Slate’s The Gist – Mike Pesca
Mike Pesca is seriously prolific, with The Gist coming out up to four times a week. He’s also really engaging across a really wide range of subjects and a great interviewer. The show has two sections – an interview of about 20 minutes, and a monologue at the end (The Spiel).
Pesca has a couple of fairly regular contributors that do some great segments – Chris Molanphy joins him to discuss the songs that were at number one in any given year, with fantastic social context to the music, and Maria Konnikova does a segment “Is That Bullshit?” where they look at research for one of a (very) broad range of subjects from “Recycling” to “He Smells My Dog On You”, to see if it’s complete or partial bullshit. (FYI Recycling isn’t, with some buts, and ‘he smells my dog on you’ probably is.)
The unifying thread of this show is a love of thought and language, delivered with the intense, almost hyperactive, energy of a smart, charismatic and opinionated New Yorker.
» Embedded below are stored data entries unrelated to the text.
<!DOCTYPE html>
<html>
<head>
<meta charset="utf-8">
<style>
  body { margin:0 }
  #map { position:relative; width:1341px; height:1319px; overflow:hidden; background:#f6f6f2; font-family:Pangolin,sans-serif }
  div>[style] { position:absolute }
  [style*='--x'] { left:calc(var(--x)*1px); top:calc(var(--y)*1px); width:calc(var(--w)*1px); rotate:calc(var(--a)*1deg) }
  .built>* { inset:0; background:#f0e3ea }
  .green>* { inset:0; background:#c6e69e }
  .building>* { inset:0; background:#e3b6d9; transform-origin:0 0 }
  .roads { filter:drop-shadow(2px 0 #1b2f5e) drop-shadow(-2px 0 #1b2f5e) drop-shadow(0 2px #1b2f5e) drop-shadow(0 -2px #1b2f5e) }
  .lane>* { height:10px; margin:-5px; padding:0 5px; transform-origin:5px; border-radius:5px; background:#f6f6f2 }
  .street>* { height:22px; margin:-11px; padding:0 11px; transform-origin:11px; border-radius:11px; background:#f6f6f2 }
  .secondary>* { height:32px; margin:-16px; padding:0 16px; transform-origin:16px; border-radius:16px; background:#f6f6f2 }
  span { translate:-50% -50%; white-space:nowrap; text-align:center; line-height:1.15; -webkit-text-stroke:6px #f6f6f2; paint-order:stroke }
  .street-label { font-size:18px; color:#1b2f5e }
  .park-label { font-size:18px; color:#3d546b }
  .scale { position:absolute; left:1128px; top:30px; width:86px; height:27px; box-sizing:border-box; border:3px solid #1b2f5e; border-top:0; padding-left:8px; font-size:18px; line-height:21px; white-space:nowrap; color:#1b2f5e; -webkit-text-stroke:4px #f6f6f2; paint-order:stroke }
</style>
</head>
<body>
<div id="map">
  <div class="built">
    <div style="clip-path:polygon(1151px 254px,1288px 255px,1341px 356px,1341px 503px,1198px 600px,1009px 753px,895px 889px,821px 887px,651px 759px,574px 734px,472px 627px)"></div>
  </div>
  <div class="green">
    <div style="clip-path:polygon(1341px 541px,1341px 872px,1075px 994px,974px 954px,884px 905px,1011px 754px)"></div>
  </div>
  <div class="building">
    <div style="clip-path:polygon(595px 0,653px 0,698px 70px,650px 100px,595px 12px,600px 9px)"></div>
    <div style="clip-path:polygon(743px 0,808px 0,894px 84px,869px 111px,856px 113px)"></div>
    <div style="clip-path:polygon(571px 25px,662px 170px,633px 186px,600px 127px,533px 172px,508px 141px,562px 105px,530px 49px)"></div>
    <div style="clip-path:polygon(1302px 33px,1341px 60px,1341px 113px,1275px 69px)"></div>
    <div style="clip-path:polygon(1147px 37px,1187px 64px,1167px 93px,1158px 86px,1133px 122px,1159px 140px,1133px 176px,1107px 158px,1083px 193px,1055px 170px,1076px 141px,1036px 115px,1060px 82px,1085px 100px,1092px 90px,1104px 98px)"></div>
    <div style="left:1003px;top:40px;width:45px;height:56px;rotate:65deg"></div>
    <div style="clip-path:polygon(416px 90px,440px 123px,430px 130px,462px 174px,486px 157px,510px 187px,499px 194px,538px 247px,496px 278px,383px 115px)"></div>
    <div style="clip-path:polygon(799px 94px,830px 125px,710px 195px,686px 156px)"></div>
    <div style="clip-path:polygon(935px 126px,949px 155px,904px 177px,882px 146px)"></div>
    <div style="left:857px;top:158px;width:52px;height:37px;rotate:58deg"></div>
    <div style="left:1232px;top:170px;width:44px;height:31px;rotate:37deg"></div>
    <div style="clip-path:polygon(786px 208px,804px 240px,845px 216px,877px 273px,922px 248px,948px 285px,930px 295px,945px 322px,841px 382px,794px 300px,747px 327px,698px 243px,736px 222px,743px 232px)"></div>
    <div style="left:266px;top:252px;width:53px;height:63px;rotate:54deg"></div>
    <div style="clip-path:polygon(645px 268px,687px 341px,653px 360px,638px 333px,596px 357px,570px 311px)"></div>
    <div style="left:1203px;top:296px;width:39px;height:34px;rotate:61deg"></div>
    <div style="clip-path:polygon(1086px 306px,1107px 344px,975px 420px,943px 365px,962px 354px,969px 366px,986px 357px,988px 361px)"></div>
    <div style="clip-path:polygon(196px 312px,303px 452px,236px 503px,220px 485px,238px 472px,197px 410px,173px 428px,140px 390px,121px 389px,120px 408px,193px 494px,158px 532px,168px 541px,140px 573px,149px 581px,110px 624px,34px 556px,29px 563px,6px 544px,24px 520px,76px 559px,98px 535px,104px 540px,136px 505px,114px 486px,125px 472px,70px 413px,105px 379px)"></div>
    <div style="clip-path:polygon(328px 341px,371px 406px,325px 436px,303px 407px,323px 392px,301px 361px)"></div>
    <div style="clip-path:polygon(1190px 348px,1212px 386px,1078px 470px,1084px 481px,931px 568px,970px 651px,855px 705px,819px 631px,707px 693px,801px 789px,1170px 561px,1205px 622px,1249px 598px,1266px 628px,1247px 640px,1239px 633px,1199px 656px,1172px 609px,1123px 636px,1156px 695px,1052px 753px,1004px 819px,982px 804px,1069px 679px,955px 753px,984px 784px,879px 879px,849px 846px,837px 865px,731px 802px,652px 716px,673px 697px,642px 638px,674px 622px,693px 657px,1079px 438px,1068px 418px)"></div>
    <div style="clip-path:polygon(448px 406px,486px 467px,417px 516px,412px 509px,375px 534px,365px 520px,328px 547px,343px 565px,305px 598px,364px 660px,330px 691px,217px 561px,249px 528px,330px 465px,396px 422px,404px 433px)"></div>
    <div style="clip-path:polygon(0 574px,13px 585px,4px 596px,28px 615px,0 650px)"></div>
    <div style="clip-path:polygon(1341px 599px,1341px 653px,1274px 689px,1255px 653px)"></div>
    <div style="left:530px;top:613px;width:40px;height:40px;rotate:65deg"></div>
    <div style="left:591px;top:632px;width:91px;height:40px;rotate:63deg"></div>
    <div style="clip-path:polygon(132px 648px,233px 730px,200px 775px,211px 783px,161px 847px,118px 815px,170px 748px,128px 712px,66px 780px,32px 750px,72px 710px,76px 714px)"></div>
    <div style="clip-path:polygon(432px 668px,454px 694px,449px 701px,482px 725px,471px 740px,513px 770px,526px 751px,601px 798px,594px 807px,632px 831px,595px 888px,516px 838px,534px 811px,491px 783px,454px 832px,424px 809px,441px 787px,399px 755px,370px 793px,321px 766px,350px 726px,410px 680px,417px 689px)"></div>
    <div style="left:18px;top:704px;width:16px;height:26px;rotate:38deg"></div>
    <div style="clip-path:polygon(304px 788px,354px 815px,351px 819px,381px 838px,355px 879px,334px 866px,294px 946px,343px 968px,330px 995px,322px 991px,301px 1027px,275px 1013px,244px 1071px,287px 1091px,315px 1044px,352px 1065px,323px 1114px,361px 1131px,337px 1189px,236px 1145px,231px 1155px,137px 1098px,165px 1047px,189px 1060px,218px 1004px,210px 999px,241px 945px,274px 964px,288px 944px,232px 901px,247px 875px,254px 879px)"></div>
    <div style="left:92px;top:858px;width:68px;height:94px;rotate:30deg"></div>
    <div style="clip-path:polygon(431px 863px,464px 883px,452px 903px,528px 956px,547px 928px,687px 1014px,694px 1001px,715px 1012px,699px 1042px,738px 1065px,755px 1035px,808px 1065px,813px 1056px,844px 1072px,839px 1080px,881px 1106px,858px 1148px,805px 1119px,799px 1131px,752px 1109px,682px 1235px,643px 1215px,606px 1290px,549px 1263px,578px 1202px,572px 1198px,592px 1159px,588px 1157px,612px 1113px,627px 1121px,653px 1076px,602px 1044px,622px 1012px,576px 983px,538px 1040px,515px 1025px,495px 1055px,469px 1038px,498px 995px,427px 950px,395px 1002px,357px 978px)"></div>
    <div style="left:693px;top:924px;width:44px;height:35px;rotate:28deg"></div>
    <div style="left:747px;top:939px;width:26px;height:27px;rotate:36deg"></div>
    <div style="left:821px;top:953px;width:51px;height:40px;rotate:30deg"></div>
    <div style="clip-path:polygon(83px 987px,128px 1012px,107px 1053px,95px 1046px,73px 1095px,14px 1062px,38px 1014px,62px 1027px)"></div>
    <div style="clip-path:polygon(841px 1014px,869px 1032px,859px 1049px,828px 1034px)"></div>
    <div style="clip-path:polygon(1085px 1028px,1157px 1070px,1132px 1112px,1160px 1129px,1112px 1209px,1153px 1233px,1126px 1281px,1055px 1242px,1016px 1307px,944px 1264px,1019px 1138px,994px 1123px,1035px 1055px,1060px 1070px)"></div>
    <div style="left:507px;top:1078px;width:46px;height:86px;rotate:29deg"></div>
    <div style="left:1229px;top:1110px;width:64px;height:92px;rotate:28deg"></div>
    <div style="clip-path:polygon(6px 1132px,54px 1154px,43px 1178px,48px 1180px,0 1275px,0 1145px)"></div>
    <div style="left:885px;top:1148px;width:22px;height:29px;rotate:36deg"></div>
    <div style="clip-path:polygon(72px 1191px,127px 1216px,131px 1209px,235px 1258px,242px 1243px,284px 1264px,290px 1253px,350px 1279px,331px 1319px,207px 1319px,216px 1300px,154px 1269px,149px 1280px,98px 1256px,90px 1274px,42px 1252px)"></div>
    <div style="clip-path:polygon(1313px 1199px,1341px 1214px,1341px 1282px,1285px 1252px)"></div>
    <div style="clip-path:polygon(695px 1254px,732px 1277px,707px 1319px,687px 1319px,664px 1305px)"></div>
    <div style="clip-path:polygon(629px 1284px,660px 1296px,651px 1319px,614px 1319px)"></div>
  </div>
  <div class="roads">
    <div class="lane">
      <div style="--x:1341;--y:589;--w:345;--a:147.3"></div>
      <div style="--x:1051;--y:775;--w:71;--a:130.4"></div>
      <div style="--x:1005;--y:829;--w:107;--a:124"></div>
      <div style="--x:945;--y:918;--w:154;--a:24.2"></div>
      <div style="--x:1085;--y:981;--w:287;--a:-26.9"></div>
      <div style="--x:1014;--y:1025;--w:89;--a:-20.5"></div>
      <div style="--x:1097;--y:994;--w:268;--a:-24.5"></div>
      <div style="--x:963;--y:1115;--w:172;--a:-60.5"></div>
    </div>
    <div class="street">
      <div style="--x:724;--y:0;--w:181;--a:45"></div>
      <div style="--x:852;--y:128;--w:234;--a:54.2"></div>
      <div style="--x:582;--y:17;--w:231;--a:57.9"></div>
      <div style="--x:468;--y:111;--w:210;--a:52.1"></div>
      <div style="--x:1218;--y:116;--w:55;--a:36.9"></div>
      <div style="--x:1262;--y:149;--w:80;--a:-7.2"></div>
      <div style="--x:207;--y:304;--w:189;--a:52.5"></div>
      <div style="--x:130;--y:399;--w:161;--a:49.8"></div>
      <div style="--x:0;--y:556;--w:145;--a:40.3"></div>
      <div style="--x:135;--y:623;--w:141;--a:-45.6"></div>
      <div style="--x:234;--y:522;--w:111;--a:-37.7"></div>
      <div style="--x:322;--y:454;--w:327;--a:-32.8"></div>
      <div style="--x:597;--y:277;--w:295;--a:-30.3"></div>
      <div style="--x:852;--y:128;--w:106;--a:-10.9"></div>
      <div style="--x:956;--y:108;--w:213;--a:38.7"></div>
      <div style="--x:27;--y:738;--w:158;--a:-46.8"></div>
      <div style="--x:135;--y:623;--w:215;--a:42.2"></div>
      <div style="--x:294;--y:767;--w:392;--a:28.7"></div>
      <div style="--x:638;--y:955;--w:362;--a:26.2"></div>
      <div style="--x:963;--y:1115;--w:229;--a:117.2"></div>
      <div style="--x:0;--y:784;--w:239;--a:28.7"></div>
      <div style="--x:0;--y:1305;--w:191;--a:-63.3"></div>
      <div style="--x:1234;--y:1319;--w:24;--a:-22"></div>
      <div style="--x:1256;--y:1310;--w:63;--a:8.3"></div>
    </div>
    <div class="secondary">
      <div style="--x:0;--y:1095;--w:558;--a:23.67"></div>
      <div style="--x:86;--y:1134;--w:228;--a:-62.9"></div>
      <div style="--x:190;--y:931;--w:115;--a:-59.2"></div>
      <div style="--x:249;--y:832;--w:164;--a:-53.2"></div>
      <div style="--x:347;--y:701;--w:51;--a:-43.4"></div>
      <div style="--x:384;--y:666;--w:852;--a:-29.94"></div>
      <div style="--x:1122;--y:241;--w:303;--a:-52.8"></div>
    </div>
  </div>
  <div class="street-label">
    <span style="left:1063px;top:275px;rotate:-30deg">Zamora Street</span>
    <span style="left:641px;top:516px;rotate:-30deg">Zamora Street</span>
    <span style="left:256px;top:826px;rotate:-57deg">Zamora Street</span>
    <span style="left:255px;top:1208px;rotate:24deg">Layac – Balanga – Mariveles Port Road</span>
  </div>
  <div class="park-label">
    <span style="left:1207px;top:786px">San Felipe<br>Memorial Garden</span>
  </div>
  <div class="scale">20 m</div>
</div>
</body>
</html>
The Secret History of Hollywood
Epic in a way akin to Hardcore Histories, this is a recent discovery to me, but The Secret History of Hollywood captures the excitement and glamour of the amazing early period of Hollywood.
The Universal Monsters episode is stunning, with the life stories of the stars being full of as much sadness and tragedy as the monsters they played. These stories feel quite sexed up, but the podcast is gripping. Sadly since listening I can’t find the name of the presenter beyond “Adam”, which is a ridiculous name.
Malcolm Gladwell – Revisionist History
Lots of podcasts are based around reporting, but Revisionist History is one of the first podcast essay pieces I’ve listened to. Gladwell has a thesis and works through arguments and counter arguments, before arriving at a conclusion. The subjects are varied, but the shows about satire, protest and music were all really eye-opening. He’s a charismatic broadcaster too, and makes no apologies for being opinionated and intellectual.
Angelos And Barry Podcast
Amazing rambling comedy from two unbelievably well realised characters. Barry from Watford has the mannerisms and banal turn of phrase of a dull man in his 70s down so well that he destroys me relentlessly.
Combined with Angelos Epithemiou’s more absurd improvs, and the completely loose production values (they’re drinking throughout, with some pretty colossal burps erupting at times), I love hearing them riff together, sometimes trying to back each other into a corner with competing stories. Sadly right now they’re writing for a tour so they’re off the air, but hopefully it’ll be back soon.
Wireless Nights – Jarvis Cocker
Jarvis Cocker’s Wireless Nights is a curious and occasionally tenuous collection of stories and interviews based around the theme of night. Cocker is a brilliant broadcaster, and this was one of the first podcasts I listened to where the editing and incidental music were as important as any of the words. Really compelling listening, with great attention to atmosphere.